Appurtenant easements are created in an easement agreement, deed or recorded declaration affecting large residential and commercial subdivisions. Some basic considerations in drafting an easement agreement are:
Title Search. A title search should be run on the servient estate to confirm ownership and any existing mortgages. The owner and all existing mortgagees must consent to the easement. The mortgagees must agree to subordinate their mortgages to the easement agreement so the easement cannot later be extinguished if there should be a foreclosure.
Purpose. The easement agreement should clearly define the specific purpose of the easement.
Term. Will the easement be perpetual or for a specified time limit?
Consideration. The agreement should identify the monetary payment or other consideration for the easement grant.
Nature. Will the easement be exclusive or non-exclusive to the grantee? Will the easement be revocable or irrevocable?
Construction/Maintenance. If the easement will require construction work such as a roadway, storm sewer and/or drainage pipes, the agreement should specify who will perform the work and at what cost allocation between the parties. Maintenance obligations should be clearly spelled out in the agreement with cure rights in favor of the other party if the obligated party fails to perform.
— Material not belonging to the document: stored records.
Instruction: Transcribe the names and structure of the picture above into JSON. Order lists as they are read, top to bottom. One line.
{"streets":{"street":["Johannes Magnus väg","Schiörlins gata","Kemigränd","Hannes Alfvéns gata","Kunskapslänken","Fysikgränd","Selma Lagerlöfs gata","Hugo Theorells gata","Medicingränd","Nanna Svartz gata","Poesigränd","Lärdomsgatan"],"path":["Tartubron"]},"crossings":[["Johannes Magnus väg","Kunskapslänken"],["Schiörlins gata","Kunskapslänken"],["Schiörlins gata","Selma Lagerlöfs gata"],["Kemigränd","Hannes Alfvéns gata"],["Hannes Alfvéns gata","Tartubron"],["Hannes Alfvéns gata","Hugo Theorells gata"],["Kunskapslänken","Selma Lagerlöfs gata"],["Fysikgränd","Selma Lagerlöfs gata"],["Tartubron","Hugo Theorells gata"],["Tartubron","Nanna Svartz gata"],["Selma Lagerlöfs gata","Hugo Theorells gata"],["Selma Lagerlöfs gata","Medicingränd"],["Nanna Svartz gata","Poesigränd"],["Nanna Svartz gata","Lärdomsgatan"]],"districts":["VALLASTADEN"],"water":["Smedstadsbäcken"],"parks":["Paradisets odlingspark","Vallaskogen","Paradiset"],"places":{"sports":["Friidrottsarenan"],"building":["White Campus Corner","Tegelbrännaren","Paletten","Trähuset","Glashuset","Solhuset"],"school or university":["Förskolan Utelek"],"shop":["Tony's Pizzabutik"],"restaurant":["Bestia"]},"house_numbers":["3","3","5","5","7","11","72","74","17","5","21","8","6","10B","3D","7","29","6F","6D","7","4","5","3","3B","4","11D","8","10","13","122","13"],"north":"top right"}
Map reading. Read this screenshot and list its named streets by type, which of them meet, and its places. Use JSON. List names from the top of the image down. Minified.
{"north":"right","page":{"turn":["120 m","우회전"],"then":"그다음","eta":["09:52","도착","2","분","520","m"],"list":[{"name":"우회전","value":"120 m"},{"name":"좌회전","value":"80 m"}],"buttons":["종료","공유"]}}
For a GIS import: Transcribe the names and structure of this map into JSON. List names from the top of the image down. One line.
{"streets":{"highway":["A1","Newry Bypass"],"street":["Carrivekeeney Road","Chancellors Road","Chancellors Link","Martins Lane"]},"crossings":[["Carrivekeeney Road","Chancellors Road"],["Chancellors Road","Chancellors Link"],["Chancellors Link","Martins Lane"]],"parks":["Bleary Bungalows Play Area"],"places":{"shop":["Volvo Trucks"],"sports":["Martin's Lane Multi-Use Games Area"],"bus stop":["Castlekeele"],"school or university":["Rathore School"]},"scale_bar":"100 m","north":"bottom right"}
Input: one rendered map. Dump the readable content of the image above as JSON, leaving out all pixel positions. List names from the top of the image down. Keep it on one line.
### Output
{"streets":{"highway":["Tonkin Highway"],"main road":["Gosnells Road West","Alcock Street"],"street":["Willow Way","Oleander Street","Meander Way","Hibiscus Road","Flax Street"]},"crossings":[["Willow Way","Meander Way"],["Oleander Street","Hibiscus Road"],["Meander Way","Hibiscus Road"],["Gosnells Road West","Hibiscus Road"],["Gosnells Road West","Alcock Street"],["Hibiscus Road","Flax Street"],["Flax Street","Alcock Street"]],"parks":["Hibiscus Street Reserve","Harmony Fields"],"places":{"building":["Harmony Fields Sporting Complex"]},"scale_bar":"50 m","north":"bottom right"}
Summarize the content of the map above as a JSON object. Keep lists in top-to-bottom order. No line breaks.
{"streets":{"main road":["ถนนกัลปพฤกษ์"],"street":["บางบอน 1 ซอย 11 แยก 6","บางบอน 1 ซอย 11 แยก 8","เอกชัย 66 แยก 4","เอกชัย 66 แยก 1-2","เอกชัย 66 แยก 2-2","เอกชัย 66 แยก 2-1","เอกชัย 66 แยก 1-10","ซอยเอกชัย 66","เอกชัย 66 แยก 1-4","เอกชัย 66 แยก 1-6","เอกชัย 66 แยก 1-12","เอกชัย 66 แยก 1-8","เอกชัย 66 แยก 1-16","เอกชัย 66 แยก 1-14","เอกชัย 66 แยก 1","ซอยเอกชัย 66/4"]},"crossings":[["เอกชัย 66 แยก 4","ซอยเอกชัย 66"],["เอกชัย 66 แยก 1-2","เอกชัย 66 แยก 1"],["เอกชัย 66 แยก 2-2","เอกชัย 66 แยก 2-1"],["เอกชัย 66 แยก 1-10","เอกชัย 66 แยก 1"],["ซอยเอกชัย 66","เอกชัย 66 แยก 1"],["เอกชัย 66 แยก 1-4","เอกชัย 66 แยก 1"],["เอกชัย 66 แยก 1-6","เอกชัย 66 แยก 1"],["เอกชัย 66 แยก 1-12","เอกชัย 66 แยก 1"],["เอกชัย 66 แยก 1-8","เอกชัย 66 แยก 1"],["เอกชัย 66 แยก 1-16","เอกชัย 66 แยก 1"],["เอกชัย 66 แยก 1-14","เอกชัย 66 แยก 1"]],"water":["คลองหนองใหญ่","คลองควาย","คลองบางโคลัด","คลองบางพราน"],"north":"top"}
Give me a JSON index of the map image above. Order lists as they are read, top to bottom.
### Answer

Indemnification/Insurance. The grantee should indemnify the grantor for any claims, losses and expenses attributable to physical damage or personal injury associated with grantee’s use of the easement area. If the grantee will perform any work on the servient estate, the grantee should be required to have appropriate insurance insuring the grantor as an additional insured.
Costs. The agreement should specify any fees to be paid by the grantee such as a portion of real estate taxes or maintenance costs.
Estoppel Certificates. The easement agreement should provide for an agreed form of estoppel certificate and require each party to provide such a document when requested by the other. The easement agreement should state that if the estoppel certificate is not provided then the party is deemed to have agreed that the easement agreement is in full force and effect and that the other party is in full compliance with all of its obligations. A potential buyer or mortgage lender will often require an estoppel certificate from the grantor of an appurtenant easement confirming its validity.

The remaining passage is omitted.